I find these functions very useful and I alsways get them wrong the first time. Do you think they should go into Data.List?
groupByLeader :: (a -> Bool) -> [a] -> a
groupByLeader p = groupBy (\_ l -> not (p l))
groupByLeader :: (a -> Bool) -> [a] -> a
groupByLast p = groupBy (\l _ -> not (p l))
This is very handy when parsing data with segments that are marked either by a certain head, or a cartain tail, such as the output of pdftk dump_data, or ini files, or debian control files, or ... well, there are plenty.
History
02/22/2007 11:02 AM - John Goerzen
- Status changed from New to Assigned
Could you write up a Haddock comment for these, including examples? If do, I think they would make sense being added to Data.List.Utils.
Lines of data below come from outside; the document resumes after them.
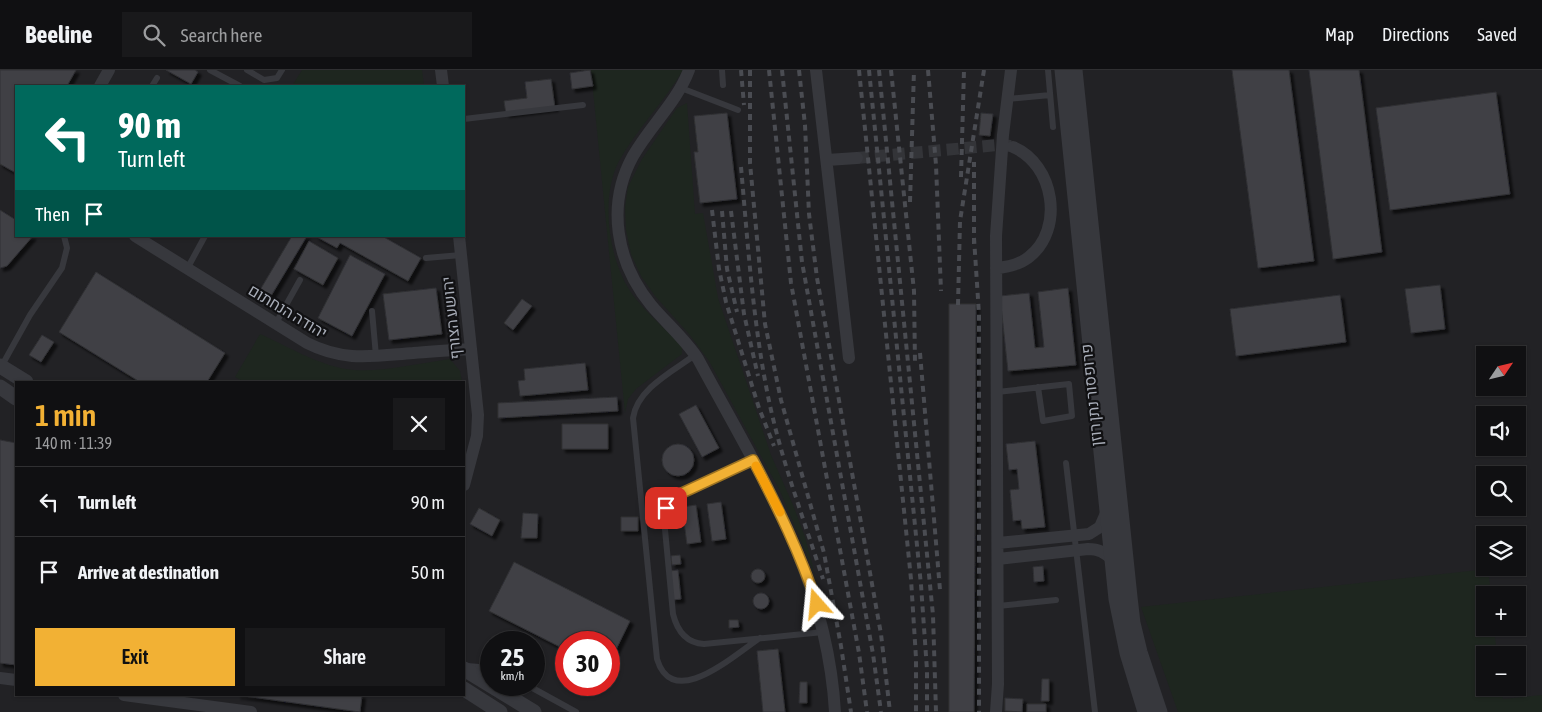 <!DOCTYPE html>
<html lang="en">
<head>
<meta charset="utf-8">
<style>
  body { margin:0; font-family:"Asap Condensed",Heebo,sans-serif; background:#19191b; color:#f1f3f6; height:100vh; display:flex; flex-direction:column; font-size:19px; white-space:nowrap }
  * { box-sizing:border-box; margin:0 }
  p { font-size:16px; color:#9c9d9f }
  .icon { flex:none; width:28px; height:28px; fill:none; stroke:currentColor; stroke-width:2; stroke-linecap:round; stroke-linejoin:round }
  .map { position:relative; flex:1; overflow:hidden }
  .sheet { position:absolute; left:15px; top:311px; width:450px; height:315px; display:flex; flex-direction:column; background:#101012; border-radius:0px; box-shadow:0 1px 4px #0004,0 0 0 1px #303032 }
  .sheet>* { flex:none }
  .banner { position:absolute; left:15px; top:15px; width:450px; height:152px; border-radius:0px; box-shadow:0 1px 4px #0004,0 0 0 1px #303032; background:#00695c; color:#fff; overflow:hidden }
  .needle { width:32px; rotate:55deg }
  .fabs { position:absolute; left:1476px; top:276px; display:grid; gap:10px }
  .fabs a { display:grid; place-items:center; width:50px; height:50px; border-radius:0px; background:#101012; box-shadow:0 1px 4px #0004,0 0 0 1px #303032; font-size:25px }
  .speed { position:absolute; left:480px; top:561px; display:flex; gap:10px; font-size:25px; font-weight:700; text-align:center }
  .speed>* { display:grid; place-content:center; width:65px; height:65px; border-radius:50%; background:#101012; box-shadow:0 1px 4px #0004,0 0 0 1px #303032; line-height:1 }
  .speed small { font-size:12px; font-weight:400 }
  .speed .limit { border:8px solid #d22; background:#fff; color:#111 }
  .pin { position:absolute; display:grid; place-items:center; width:42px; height:42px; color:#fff; margin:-21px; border-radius:10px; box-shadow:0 2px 8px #0006 }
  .me { position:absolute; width:55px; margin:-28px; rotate:342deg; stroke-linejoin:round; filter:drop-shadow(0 0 4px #0008) }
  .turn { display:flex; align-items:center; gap:18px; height:105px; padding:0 20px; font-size:22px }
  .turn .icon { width:65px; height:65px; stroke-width:2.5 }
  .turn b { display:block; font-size:35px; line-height:42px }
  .then { display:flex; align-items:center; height:48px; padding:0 20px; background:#0003; gap:10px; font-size:19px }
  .round { display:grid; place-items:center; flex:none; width:52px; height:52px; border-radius:0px; background:#19191b }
  .overview { display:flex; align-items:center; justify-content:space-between; height:85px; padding:0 20px }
  h1 { font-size:30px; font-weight:600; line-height:38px; color:#f2b134 }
  .action { display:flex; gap:10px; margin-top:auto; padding:10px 20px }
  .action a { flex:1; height:58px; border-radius:0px; background:#f2b134; color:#111; font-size:20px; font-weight:600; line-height:58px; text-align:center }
  .action a+a { background:#19191b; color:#f1f3f6 }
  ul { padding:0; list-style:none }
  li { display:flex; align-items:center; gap:15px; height:70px; padding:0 20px; border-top:1px solid #303032 }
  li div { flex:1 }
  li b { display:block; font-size:19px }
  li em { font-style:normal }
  header { display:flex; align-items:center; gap:30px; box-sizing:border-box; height:70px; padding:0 25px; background:#101012; border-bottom:1px solid #303032 }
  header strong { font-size:24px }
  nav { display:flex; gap:28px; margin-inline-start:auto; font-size:18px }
  .search { width:350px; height:45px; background:#19191b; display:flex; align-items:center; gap:12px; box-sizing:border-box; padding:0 18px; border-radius:0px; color:#9c9d9f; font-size:19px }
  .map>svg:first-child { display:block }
  .built { fill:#222225; fill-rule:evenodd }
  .green { fill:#1e261f }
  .building { fill:#404145; stroke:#303034; filter:url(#shadow) }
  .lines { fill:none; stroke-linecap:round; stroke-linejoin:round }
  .minor-tunnel { stroke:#333438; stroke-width:12; stroke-dasharray:12 6; stroke-linecap:butt }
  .service { stroke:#37383d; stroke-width:6 }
  .minor { stroke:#37383d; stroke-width:12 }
  .tertiary { stroke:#37383d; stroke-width:15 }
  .rail { stroke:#4a4c52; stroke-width:4; stroke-dasharray:6 5; stroke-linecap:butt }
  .route-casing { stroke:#9d7322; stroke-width:12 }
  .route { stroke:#f2b134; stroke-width:9 }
  .slow { stroke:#f59e0b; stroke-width:9 }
  .labels { text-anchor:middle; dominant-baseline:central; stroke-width:4.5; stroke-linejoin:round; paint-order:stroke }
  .street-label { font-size:16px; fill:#a8adb8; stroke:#111113 }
</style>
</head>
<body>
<header>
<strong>Beeline</strong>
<div class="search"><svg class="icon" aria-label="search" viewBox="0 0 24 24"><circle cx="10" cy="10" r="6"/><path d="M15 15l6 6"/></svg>Search here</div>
<nav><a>Map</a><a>Directions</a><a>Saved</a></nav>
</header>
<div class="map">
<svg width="1542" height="642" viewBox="0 0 1542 642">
  <defs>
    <filter id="shadow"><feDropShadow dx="3.5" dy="3.5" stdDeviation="1" flood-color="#0009"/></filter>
  </defs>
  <rect width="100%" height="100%" fill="#161618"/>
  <path class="built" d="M0,0H1542V642H0ZM16,16H464V166H16ZM1485,285H1518V318H1485ZM16,312H464V625H16ZM1485,345H1518V378H1485ZM1485,405H1518V438H1485ZM1485,465H1518V498H1485ZM1485,525H1518V558H1485ZM491,572H534V615H491ZM566,572H609V615H566ZM1485,585H1518V618H1485Z"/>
  <path class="green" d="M302,0H422L424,16H292Z
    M591,0H683C664,32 637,59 619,91C599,129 609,197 636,229C650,246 667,261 682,276V284L636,319L628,329L625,343Z
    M687,33L695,144L703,143L718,228L771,385L793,435L805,467L815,505L780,421L709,291L689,264L655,226L641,206L631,184L626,160L625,137L628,117L642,89L677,38Z
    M260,264C287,276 316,294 346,299C376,304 420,293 450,289L460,301L462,312H244L235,307Z
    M1488,499L1491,525H1485V558H1494L1497,585H1485V618H1501L1503,629L1542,625V642H1178L1141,537Z"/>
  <path class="building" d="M0,0H76L67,16H16V103L0,94Z
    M166,0H195L198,2L191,14Z
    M590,0L593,16L572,19L570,3Z
    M1232,0H1289L1314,191L1258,198Z
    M1309,0H1359L1382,182L1333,189Z
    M551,9L555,38L506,44L504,31L527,28L525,12Z
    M1496,22L1510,124L1390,140L1376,38Z
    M727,43L737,129L700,133L694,82H698L694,46Z
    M981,43L993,44L990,66L979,65Z
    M0,140L16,150V166H33L7,196L0,198Z
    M292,166H307L271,226L260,220Z
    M315,166H382L421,188L408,211L340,173L337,178Z
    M309,171L338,188L323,215L294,199Z
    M350,185L385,204L352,266L318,248Z
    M96,202L225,283L207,312H140L59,262Z
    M1440,215L1445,259L1411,263L1405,219Z
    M436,218L442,264L389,270L383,224Z
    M1068,218L1076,295L1008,301L1000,226L1029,223L1035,278L1044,277L1038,222Z
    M1340,225L1346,272L1236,286L1230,239Z
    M522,229L532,236L513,260L504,253Z
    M949,234H976L974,642H949Z
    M42,265L54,272L41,292L29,285Z
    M585,293L588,320L520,326L518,311L525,310L524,299Z
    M617,327L618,341L498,348V333Z
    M696,335L719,378L702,387L679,344Z
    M562,354H608V379H562Z
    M0,370L16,373V595L0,593Z
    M1035,371L1045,457L1022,459L1021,450L1013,451L1010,420L1019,419L1017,399L1009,400L1006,374Z
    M662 390a16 16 0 1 1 32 0a16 16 0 1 1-32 0Z
    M721,432L726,469L712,471L707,434Z
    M696,435L701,472L687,474L682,437Z
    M479,438L500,450L492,466L470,454Z
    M523,443L538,444L537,468H521Z
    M621,447H638V461H621Z
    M680,485L681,494L672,495L671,486Z
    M514,492L630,551L609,594V572H566V580L489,541Z
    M1043,496L1044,511L1034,512L1033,497Z
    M751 506a7 7 0 1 1 14 0a7 7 0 1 1-14 0Z
    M678,500L681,529L673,530L670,501Z
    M753 531a8 8 0 1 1 16 0a8 8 0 1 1-16 0Z
    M729,550H738L739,557L729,558Z
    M778,579L785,642H763L757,581Z
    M1042,609H1049V631H1041Z
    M800,612H807V633H799Z
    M237,625H362L360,642Z
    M1005,628L1023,629L1022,642L1005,641Z
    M1027,634H1046V642H1027Z"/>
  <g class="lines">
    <path class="minor-tunnel" d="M857,88L998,75L1011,76"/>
    <path class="service" d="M210,0L240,16
      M247,0L264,10L277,8L282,0
      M722,0L723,15
      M1048,0L1053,57
      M152,16L157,8
      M681,18L738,40
      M1007,29L1050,25
      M464,49L583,35
      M426,188L461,185
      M187,199L205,166
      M372,241L376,286
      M276,253L300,210
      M695,285C673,301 637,319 633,348L657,589C673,642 735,584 760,568
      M1,297L30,245L62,198L67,178L64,166
      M997,322L1069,314L1072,346L1043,351L1038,317
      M753,391L682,423L668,434L664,449L673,544C677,560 686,573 704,574L823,562
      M1066,393L1095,642
      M998,536L1056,530
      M467,596L491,598
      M527,615L576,642"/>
    <path class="minor" d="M441,0L443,16
      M689,0C677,32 650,56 633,86C606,135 616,192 651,235C666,253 685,269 698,289C761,406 827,506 835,642
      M816,0L849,288
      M100,16L109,0
      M827,90L857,88
      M135,166L307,273C344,292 373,286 413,283C432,281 452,280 471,279
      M459,166L478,345L477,366L464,415
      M996,198C1008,197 1019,195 1029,187C1065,159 1054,94 1013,77
      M998,473L1089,464L1100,457L1107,441
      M998,489L1088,479C1099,479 1104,482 1113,490
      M0,608L16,610
      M124,625L251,642
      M996,642L998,614L996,166L1003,65L1011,0"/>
    <path class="tertiary" d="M1062,0L1116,529L1127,583L1145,642
      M1075,0L1130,527L1133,553L1140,582L1160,642
      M0,296L26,312
      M0,317L16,328
      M464,599L534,642
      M464,619L500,642"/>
    <path class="rail" d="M741,0L744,35
      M750,0V93L765,254L781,330L824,483L841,576L851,642
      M769,0L791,213L859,583L867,642
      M782,0L802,192L873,584L881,642
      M799,0L805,55L809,144L817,208L881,564L890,642
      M859,0L911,509L916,588V642
      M869,0L921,515L927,600V642
      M879,0L933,545L936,642
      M891,0L914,221L915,294
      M928,0L936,95L941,221
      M741,97C748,175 753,254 769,331C782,392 804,450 823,509
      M961,107L964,0
      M910,132L914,0
      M712,140L719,199L726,232L759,338L774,376
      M722,141L727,199L737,242
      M731,141L744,244L758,306
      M974,168L979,244V642
      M974,174V92
      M958,235L960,151L984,0
      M920,283L940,520"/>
  </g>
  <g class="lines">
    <defs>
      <path id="route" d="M666,438L671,431L682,423L753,390C778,438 800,483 817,534"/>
    </defs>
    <use href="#route" class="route-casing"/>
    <use href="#route" class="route"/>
    <path class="slow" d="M756,396L780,442"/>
  </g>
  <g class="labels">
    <g class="street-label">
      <text transform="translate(288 241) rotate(31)">יהודה הנחתום</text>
      <text transform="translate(451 248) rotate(-96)">יהושע הצורף</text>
      <text transform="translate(1091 325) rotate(-96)">פרופסור נתן רוזן</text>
    </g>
  </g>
</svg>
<div class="fabs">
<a><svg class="needle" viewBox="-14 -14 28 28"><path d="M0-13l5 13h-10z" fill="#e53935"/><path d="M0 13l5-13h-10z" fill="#9c9d9f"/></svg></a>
<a><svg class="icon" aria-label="sound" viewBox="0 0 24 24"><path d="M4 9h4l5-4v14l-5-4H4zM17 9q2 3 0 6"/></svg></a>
<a><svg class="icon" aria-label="search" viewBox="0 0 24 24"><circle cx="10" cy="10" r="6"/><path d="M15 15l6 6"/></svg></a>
<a><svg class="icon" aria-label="layers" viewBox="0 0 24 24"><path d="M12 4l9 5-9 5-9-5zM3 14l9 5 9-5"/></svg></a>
<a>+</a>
<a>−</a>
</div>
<div class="speed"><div>25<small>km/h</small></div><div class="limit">30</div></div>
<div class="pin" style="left:666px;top:438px;background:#d93025"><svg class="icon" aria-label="arrive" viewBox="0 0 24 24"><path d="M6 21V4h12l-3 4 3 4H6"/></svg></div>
<svg class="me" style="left:817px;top:534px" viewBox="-20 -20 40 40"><path d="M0-17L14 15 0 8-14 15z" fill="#f2b134" stroke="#fff" stroke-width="4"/></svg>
<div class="banner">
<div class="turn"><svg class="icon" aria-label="left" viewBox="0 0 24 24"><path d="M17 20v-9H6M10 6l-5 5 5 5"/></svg><div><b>90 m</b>Turn left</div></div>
<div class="then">Then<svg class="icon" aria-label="arrive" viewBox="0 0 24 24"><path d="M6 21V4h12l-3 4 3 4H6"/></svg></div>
</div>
<section class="sheet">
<div class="overview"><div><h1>1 min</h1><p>140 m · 11:39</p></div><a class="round"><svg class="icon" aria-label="close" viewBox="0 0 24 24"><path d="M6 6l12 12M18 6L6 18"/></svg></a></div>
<ul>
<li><svg class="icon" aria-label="left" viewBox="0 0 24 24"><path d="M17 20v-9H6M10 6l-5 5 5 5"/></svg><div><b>Turn left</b></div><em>90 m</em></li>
<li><svg class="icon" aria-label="arrive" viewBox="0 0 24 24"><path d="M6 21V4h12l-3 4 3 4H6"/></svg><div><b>Arrive at destination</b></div><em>50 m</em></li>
</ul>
<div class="action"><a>Exit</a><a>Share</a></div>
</section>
</div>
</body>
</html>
02/22/2007 12:35 PM - mail-joachim-breitner-de -
Ok, here is my shot at it, although most real-life examples would probably be too large for the documentation.
groupByLeader
Splits the list in a list of sublists, starting a new sublist with every element for which the predicate is true.
Example:
groupByLeader (\n -> n mod 10 0) [2,4,6,8,10,12,14,17,18,20,22,24] -> [[2,3,4,6,8],[10,12,14,17,18],[20,22,24]]
groupByLast
Splits the list in a list of sublists, finishing each sublist with an element for which the predicate is true.
Example:
groupByLeader (\n -> n mod 10 0) [2,4,6,8,10,12,14,17,18,20,22,24] -> [[2,3,4,6,8,10],[12,14,17,18,20],[22,24]]
I can’t think of a more useful one-line-example, sorry.